Forsyth County Billionaire Rick Jackson Sues Lt. Gov. Burt Jones for Defamation
Forsyth County billionaire Rick Jackson sued Lt. Gov. Burt Jones for defamation over social media posts claiming Jackson recruited for Planned Parenthood.

Rick Jackson, the Forsyth County billionaire and founder of Jackson Healthcare, filed a defamation lawsuit in Fulton County Superior Court against Lt. Gov. Burt Jones and his campaign, accusing them of publishing knowingly false social media statements that called Jackson a recruiter for Planned Parenthood and an enabler of transgender procedures on minors.
The lawsuit, which does not specify a monetary damage amount, centers on three statements Jones allegedly posted in the last week to the official Burt Jones for Georgia account on X, tagging Jackson by name on a platform the complaint describes as "viewable by millions." The complaint says Jones acted "intentionally and maliciously" after a Savannah television news site published a new poll showing the governor's race tightening.
Jackson's complaint is unsparing in its language. "It is a lie," the filing states. "A disgusting lie. The accusations are knowingly false. Rick Jackson has no professional relationship with Planned Parenthood. Jackson has never 'helped' transgender procedures on minors." The complaint goes further, arguing that the accusations "are not matters of interpretation, emphasis, or political disagreement. They are specific, concrete, verifiable factual claims about Jackson's professional conduct. Jones and his Campaign know the claims are false."

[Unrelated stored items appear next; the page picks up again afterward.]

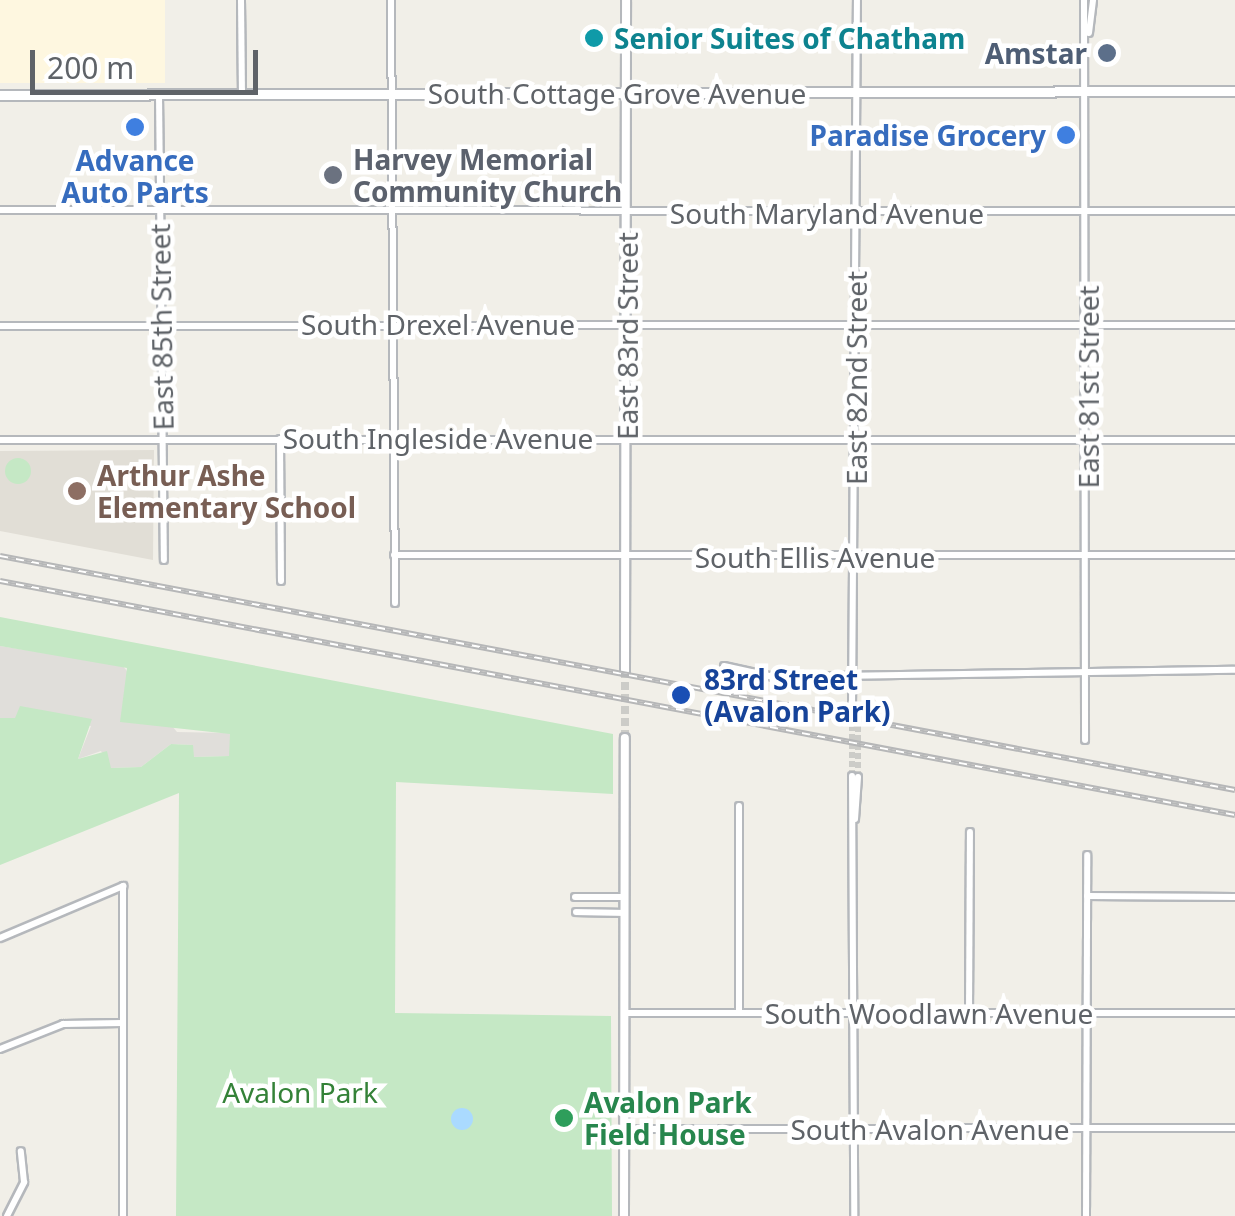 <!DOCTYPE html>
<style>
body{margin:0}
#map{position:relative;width:1235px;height:1216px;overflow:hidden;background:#f1efe8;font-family:"Noto Sans",sans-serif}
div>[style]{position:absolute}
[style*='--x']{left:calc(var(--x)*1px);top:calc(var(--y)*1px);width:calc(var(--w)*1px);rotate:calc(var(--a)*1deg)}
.commercial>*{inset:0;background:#fef7e0;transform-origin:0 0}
.industrial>*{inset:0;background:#e0deda}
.education>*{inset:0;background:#e1ded6}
.green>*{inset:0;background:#c5e8c5}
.round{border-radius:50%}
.water>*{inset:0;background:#aadaff}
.minor-tunnel>*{height:6px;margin-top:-3px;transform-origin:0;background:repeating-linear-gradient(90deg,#ccccc8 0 6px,transparent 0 9px)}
.tertiary-tunnel>*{height:8px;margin-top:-4px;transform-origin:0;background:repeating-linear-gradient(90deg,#ccccc8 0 8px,transparent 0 12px)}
.roads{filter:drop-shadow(2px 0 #b5b8bc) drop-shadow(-2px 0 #b5b8bc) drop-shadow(0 2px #b5b8bc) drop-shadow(0 -2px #b5b8bc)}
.minor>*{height:6px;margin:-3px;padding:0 3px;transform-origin:3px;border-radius:3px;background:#fff}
.tertiary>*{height:8px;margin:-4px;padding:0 4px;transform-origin:4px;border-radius:4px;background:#fff}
.secondary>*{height:9px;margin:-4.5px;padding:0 4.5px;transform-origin:4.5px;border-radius:4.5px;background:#fff}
.rail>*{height:6px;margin-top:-3px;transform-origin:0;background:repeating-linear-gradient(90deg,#fff 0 8px,#b6b7b8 0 16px);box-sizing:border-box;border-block:2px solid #b6b7b8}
.dots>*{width:28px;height:28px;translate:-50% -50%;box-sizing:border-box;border:5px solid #fff;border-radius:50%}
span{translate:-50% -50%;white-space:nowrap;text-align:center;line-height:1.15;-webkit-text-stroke:9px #fff;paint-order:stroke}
.culture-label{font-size:28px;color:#0d838f;font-weight:700}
.left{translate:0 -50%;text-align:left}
.service-label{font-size:28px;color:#4e5e75;font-weight:700}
.right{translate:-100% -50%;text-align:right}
.street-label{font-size:28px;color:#5f6368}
.shop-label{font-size:28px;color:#366cbe;font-weight:700}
.worship-label{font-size:28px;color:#5b616d;font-weight:700}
.education-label{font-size:28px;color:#785e54;font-weight:700}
.transit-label{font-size:28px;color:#164399;font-weight:700}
.park-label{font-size:28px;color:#348238}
.leisure-label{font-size:28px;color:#27864d;font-weight:700}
.scale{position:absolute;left:30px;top:50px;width:228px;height:45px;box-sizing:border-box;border:5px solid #5f6368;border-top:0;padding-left:12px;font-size:30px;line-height:35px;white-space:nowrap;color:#5f6368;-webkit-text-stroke:8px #fff;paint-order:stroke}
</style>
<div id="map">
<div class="commercial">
<div style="left:0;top:0;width:165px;height:83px"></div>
</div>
<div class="industrial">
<div style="clip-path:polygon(0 646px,122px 665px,177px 732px,230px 733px,230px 756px,193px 757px,193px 745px,171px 744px,141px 767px,110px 768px,101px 751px,78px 759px,91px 726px,0 718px)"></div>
</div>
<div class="education">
<div style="clip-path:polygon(154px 450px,153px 560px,0 531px,0 451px)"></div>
</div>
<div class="green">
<div class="round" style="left:5px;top:458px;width:26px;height:26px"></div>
<div style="clip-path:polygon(0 617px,613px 734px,613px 794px,396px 782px,395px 1013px,611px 1016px,612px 1216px,176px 1216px,179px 793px,0 865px,0 718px,15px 718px,20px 706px,92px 719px,78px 759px,107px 751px,111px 768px,141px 767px,171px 744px,193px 745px,194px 757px,229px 756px,230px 734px,120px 722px,127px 668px,0 646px)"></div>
</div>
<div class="water">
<div class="round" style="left:451px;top:1108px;width:22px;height:22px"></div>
</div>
<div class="minor-tunnel">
<div style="--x:852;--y:776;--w:67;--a:-90"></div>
<div style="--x:858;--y:777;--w:67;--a:-90"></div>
</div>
<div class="tertiary-tunnel">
<div style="--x:625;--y:738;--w:67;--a:-90"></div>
</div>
<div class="roads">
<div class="minor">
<div style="--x:241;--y:0;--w:94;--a:89.4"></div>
<div style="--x:391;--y:0;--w:603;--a:89.62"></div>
<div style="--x:1084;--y:0;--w:740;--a:89.92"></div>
<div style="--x:1089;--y:33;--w:33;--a:-83"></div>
<div style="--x:159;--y:94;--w:466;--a:89.4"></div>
<div style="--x:0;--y:210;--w:1235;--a:0.05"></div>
<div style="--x:0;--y:326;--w:1235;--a:-0.05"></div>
<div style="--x:280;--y:439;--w:142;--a:89.6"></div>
<div style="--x:0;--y:440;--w:1235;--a:0"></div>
<div style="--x:394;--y:555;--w:841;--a:0"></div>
<div style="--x:724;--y:666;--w:51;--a:12.4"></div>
<div style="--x:774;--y:677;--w:461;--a:-0.9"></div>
<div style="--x:852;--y:709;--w:709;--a:-89.6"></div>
<div style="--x:852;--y:776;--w:440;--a:89.7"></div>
<div style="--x:855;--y:819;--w:42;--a:-85.9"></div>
<div style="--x:1087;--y:896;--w:148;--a:0.4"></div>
<div style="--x:575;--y:897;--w:49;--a:0"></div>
<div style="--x:576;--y:912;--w:48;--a:1.2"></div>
<div style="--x:0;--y:938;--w:134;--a:-22.9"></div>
<div style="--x:123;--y:886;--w:330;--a:90"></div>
<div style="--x:624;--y:1013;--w:611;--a:0"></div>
<div style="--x:739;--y:1013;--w:207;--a:-90"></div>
<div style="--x:969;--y:1013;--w:181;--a:-89.7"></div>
<div style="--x:0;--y:1049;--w:68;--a:-21.6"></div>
<div style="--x:63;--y:1024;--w:59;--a:-1"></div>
<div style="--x:624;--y:1129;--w:611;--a:-0.09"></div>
<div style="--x:7;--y:1216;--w:38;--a:-63"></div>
<div style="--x:24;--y:1182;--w:31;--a:-96"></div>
<div style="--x:1086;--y:1216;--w:361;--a:-89.8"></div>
</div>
<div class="tertiary">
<div style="--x:625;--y:671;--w:671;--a:-89.91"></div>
<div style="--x:624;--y:1216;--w:478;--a:-89.9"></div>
</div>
<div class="secondary">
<div style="--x:0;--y:95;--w:1235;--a:-0.19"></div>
</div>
</div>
<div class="rail">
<div style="--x:0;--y:556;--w:1257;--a:10.73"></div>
<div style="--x:0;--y:581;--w:1257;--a:10.73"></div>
</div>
<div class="dots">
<div style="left:594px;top:38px;background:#0f9aa8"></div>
<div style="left:1107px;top:53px;background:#5c6f8a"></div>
<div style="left:135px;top:127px;background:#3f7fe0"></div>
<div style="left:1066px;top:135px;background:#3f7fe0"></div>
<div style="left:333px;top:175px;background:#6b7280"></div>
<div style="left:77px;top:491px;background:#8d6e63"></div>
<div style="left:681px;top:695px;background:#1a4fb4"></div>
<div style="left:564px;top:1118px;background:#2e9e5b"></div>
</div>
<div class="culture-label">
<span class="left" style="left:614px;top:38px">Senior Suites of Chatham</span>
</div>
<div class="service-label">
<span class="right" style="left:1087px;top:53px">Amstar</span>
</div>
<div class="street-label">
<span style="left:617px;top:93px">South Cottage Grove Avenue</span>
<span style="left:827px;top:213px">South Maryland Avenue</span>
<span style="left:438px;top:324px">South Drexel Avenue</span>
<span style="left:161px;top:327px;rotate:-91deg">East 85th Street</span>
<span style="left:627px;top:336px;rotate:-90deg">East 83rd Street</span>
<span style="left:856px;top:378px;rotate:-90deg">East 82nd Street</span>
<span style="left:1088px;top:387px;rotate:-90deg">East 81st Street</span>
<span style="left:438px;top:438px">South Ingleside Avenue</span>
<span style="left:815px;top:557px">South Ellis Avenue</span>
<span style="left:929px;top:1013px">South Woodlawn Avenue</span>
<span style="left:930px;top:1129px">South Avalon Avenue</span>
</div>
<div class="shop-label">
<span class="right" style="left:1046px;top:135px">Paradise Grocery</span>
<span style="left:135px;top:176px">Advance<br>Auto Parts</span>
</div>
<div class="worship-label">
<span class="left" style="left:353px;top:175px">Harvey Memorial<br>Community Church</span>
</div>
<div class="education-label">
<span class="left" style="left:97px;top:491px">Arthur Ashe<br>Elementary School</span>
</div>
<div class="transit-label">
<span class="left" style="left:704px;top:695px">83rd Street<br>(Avalon Park)</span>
</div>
<div class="park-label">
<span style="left:300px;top:1092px">Avalon Park</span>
</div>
<div class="leisure-label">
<span class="left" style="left:584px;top:1118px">Avalon Park<br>Field House</span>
</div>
<div class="scale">200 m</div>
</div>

Jones campaign spokesperson Kayla Lott pushed back sharply. "Rick Jackson's thin skin is showing," Lott said. "Why is Rick so embarrassed to have received a billion dollars in state contracts, helped Planned Parenthood recruit, and staff a pediatric doctor's office that serves 'transgender patients.' He should be proud Georgia knows how his company made its money."
The Jones campaign has not limited its counterattack to social media. It has also deployed a mobile billboard circulating around metro Atlanta directing voters to a website attacking Jackson's business record and political background.
This is the second lawsuit Jackson has filed against Jones in recent months. The first, filed in federal court, sought to prevent Jones from using a leadership committee to fund his gubernatorial campaign, a mechanism that allowed Jones to raise unlimited donations while other candidates remained subject to Georgia's standard contribution limits. When a judge issued a temporary restraining order in that earlier case, Jackson's campaign said it "made clear that Burt Jones doesn't get his own rulebook." The Jones campaign responded by accusing Jackson of "taking a page from Stacey Abrams' playbook, using lawfare to target President Trump's endorsed candidate for Governor."
Jones entered the race as the presumptive frontrunner, backed by a Trump endorsement the president granted last year in recognition of Jones' role as one of the "alternate electors" who submitted a slate of Electoral College votes on Trump's behalf in 2020, when Jones was still a state senator. Jackson, who announced his campaign last month, has rapidly emerged as Jones' most formidable challenger.
Jackson's lawyers argue the defamatory posts were timed deliberately to wound Jackson among conservative primary voters as polling suggested the race was narrowing. Qualifying for the May 19, 2026 Republican primary closed last Friday, meaning the field is now set and the conflict between Georgia's two most prominent GOP gubernatorial candidates shows no sign of cooling before voters cast their ballots.